The father of the modern dirty tricks school of political campaigning,
Atwater helped claim victory for Congressman (later Governor) Carroll
Campbell by characterizing his Jewish opponent, Max Heller, as someone who “should not be elected because he was not a Christian and did
not '’believe Jesus Christ has come yet.’” In addition, Atwater
was the mastermind of the infamous Willie Horton ad, which was used
for George Bush Sr.’s presidential bid against former Massachusetts
Governor Michael Dukakis. The Horton ad — which played on the narrative
of the menacing Black man who rapes White women, and in this case
was supposedly released from prison by Dukakis— represented the
ultimate in the Southern Strategy, that is, the Republican Party’s
raw, unabashed appeals to White Southerners through the invocation
of white-skin solidarity and fear of Black folk. Appointed to Howard
University’s board of trustees in 1989, then-Republican party chair
Atwater was shown the door by Howard’s students, in a level of protest
not seen on that campus since the Vietnam War. As Time magazine reported:
“Outraged
by his appointment in January to the Howard board of trustees,
more than 200 students seized the school's main administration
building in the most intense burst of campus unrest since the
Viet Nam War. Hundreds of other students demonstrated outside,
chanting slogans and demanding Atwater's resignation from the
board. Four days after the rebellion began, with riot police threatening
to storm the building, Atwater stepped down. In a Washington Post
piece…he complained that the students had distorted his record
on civil rights and failed to recognize the good he could do.

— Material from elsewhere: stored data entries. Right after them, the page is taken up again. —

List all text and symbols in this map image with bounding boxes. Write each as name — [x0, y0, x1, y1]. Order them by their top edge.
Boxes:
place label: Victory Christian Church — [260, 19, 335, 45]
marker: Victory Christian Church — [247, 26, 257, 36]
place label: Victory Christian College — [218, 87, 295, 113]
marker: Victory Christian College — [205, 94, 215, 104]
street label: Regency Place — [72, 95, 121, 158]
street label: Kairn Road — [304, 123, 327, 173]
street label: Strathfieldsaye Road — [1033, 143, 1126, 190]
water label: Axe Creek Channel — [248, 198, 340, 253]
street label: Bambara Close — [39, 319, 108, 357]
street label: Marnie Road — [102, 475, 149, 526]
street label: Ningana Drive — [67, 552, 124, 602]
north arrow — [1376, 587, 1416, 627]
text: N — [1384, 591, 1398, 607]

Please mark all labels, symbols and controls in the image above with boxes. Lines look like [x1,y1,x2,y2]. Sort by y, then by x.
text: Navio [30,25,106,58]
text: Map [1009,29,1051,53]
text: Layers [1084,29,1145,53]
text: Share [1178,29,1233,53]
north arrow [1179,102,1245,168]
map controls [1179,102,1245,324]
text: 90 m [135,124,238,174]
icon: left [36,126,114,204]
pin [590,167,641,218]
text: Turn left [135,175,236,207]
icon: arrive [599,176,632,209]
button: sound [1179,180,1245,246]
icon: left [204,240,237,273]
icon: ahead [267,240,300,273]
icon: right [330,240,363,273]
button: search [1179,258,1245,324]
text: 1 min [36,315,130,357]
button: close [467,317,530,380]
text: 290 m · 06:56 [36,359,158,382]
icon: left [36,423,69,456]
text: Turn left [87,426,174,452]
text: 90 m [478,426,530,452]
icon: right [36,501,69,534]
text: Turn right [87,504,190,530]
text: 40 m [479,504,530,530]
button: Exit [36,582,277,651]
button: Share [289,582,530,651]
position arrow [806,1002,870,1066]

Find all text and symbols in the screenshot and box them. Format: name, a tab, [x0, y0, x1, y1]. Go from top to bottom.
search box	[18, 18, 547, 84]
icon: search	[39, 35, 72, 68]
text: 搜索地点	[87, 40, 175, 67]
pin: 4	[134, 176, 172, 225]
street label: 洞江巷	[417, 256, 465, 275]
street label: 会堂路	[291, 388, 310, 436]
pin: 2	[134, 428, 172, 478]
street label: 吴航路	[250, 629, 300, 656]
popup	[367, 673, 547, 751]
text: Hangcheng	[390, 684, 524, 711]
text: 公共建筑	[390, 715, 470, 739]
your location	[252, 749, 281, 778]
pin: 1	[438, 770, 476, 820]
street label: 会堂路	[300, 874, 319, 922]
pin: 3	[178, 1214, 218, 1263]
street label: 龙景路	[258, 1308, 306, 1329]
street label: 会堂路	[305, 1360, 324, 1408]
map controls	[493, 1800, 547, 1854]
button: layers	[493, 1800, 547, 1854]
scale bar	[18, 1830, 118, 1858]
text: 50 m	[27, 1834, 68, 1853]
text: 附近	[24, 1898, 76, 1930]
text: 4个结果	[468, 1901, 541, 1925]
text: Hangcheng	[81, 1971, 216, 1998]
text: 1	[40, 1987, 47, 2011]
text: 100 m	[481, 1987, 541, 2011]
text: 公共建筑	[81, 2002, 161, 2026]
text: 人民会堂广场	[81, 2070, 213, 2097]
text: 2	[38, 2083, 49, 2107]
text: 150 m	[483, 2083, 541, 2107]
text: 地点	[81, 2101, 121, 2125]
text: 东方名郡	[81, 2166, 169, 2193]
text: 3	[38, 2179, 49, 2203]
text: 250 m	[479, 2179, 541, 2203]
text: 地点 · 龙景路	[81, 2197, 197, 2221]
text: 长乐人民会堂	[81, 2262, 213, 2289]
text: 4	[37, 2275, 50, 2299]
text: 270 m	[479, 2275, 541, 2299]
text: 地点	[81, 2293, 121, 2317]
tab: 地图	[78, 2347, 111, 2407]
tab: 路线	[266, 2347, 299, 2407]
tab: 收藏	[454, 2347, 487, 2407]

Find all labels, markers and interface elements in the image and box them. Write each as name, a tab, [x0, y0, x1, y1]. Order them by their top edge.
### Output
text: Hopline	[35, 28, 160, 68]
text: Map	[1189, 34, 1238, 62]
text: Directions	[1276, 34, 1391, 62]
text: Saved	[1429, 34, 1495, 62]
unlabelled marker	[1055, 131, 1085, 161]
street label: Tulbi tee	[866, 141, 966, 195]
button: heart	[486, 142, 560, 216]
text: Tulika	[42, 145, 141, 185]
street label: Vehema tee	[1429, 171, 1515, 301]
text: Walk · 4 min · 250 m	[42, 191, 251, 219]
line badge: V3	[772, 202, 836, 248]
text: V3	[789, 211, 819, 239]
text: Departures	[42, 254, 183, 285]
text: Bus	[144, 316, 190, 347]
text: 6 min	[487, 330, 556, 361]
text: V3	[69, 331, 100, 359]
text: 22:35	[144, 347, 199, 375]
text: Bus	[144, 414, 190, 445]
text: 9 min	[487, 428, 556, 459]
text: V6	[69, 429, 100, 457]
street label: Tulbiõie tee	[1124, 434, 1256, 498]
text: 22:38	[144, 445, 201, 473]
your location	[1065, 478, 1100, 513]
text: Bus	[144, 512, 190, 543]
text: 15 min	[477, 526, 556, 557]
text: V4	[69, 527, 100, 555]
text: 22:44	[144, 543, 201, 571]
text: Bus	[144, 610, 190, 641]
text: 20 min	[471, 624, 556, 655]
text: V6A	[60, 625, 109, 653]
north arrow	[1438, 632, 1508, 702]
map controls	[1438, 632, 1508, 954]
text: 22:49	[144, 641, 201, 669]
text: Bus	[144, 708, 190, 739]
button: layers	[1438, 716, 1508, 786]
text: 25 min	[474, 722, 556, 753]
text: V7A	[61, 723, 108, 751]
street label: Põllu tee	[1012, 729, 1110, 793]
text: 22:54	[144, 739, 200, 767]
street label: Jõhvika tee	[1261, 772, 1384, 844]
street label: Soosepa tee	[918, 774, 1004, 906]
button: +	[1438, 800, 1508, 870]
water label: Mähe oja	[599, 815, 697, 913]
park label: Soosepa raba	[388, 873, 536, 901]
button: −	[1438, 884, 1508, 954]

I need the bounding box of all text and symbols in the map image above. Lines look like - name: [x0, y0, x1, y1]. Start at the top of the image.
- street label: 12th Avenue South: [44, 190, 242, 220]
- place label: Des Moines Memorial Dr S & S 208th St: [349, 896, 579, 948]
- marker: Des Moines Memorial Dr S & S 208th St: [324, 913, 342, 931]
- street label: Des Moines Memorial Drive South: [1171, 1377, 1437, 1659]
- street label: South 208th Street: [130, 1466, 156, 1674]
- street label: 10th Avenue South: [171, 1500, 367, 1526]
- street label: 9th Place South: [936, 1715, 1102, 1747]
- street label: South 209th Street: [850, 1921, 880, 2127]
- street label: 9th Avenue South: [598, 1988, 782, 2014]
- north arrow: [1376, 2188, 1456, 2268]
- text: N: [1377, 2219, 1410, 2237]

Wrote Atwater: ‘I had a lot to offer Howard.’
Atwater's
appointment to the board was a marriage of convenience. The R.N.C.
chairman wanted better ties with the black community, and Howard
President James Cheek was eager to curry favor with the new Administration….Howard's
students, however, were not so willing to go along. Atwater's
appointment, declared an editorial in Hilltop, the campus newspaper,
undermined ‘the principles this school was founded on.’”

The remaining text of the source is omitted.